Reputation: 727
After I execute a hive query via CLI like below:
$ hive -e QUERY > output.txt
The flow looks like below graph:
==============
Hadoop Cluster
==============
| |
| |
| 2. output RESULT as a single .gz file at HDFS because of 1 reducer
| |
| |
1. QUERY |
| |
| 3. Hive retrieves the RESULT as stream or a whole file ?
| If as a whole file, what happens when file size > memory size ?
| |
| |
===========
Hive Client
===========
|
|
4. Client outputs RESULT to stdout which is redirected to a file
|
|
===========
Output File
===========
My question is: If the single result file at HDFS is super big, even bigger than my local physical memory size, how does Hive client handle it ?
Does Hive client retrieve the file
Upvotes: 2
Views: 454
Reputation: 2924
You are getting the results as a stream, so if you haven't redirected the output, no temporary files are included in your procedure.
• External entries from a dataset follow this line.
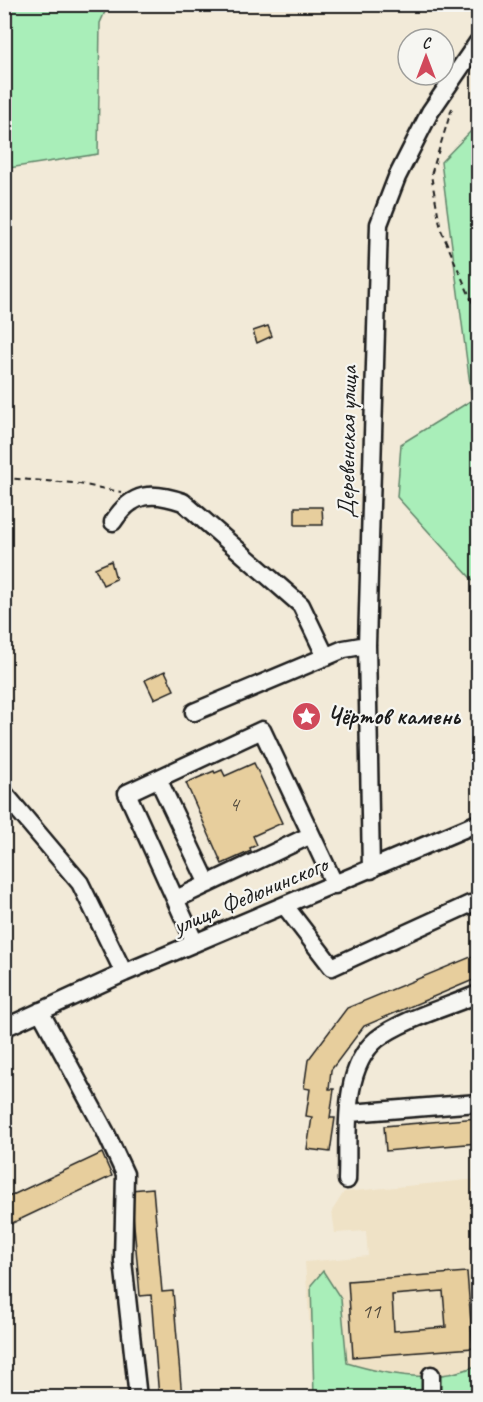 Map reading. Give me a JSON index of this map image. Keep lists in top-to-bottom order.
{
  "streets": {
    "street": ["Деревенская улица", "улица Федюнинского"]
  },
  "crossings": [
    ["Деревенская улица", "улица Федюнинского"]
  ],
  "places": {
    "place": ["Чёртов камень"]
  },
  "house_numbers": ["4", "11"],
  "north": "top"
} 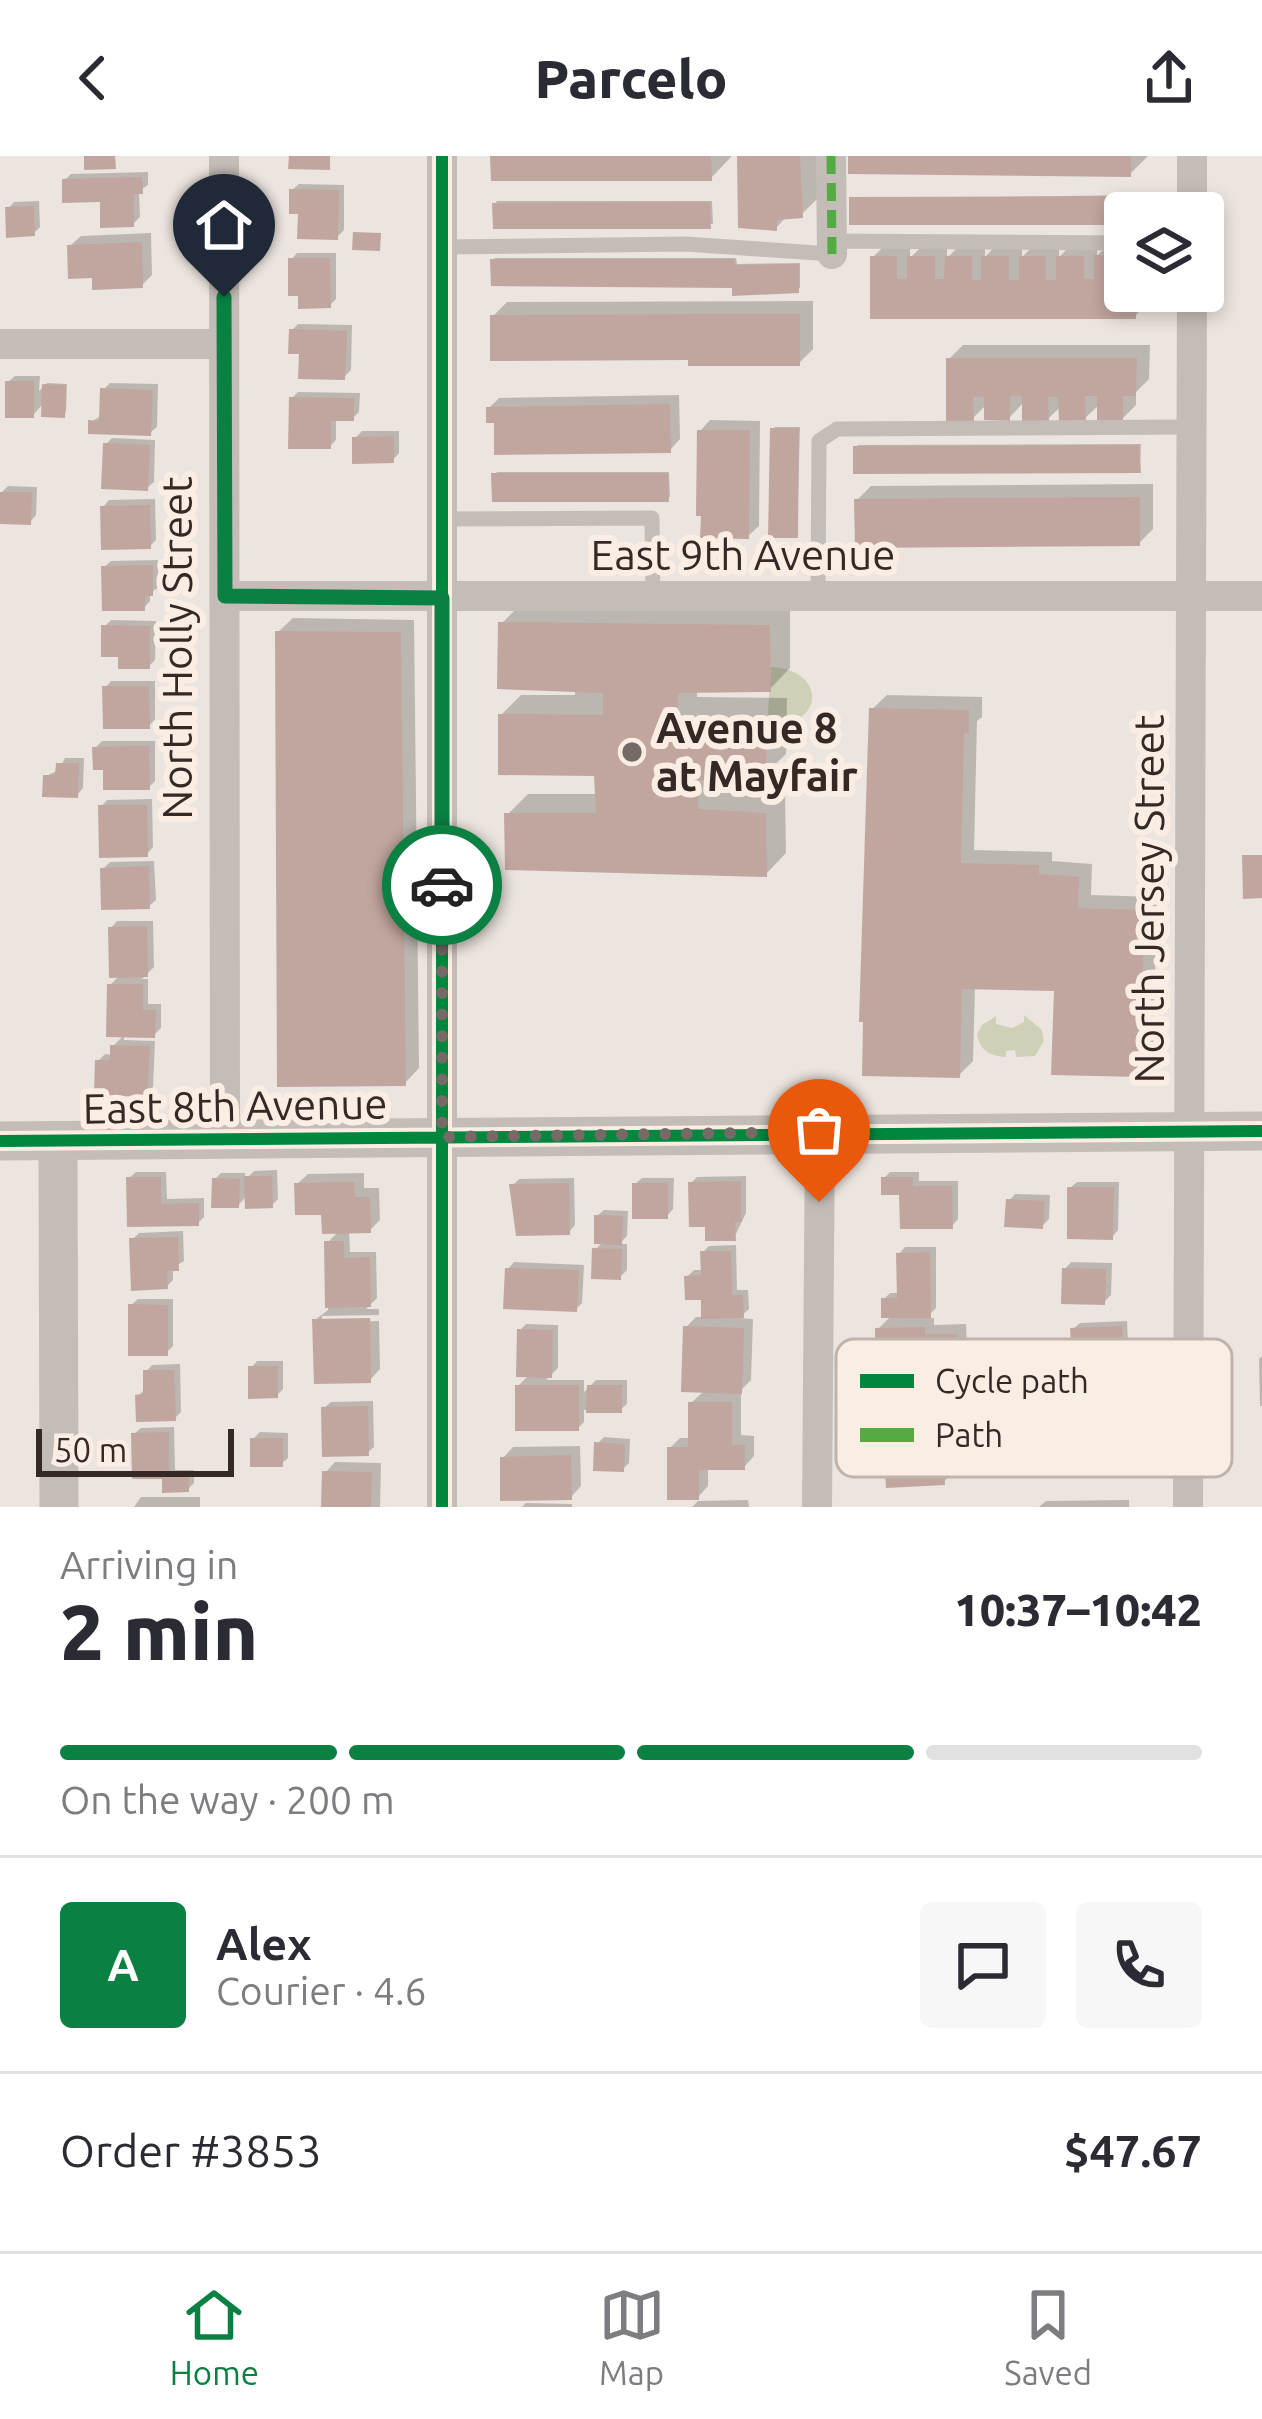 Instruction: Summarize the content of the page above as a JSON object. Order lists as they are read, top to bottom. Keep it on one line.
{"streets":{"street":["East 9th Avenue","North Holly Street","North Jersey Street","East 8th Avenue"]},"crossings":[["East 9th Avenue","North Holly Street"],["East 9th Avenue","North Jersey Street"],["North Holly Street","East 8th Avenue"],["North Jersey Street","East 8th Avenue"]],"places":["Avenue 8 at Mayfair"],"legend":["Cycle path","Path"],"scale_bar":"50 m","page":{"header":"Parcelo","scale":"50 m","heading":["2 min","Arriving in","10:37–10:42"],"panel":["Alex","Courier · 4.6","Order #3853","$47.67"],"bar":"On the way · 200 m","round":"A","tabs":["Home","Map","Saved"]}}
You could imagine it as doing hadoop fs -cat /THE/RESULT/FILE/OF/YOUR/HIVE/REQUEST
If the result will be a large data, you could re put them on an hdfs location :
$ hive -e QUERY | hadoop fs -put - /HDFS/LOCATION
But here you should pay attention to the network as it might be saturated
Another alternative is to store the data immidiately to another Hive table, in this way Hive will do all the job for you and no reuslts will be streamed/copied to your local machine
Upvotes: 2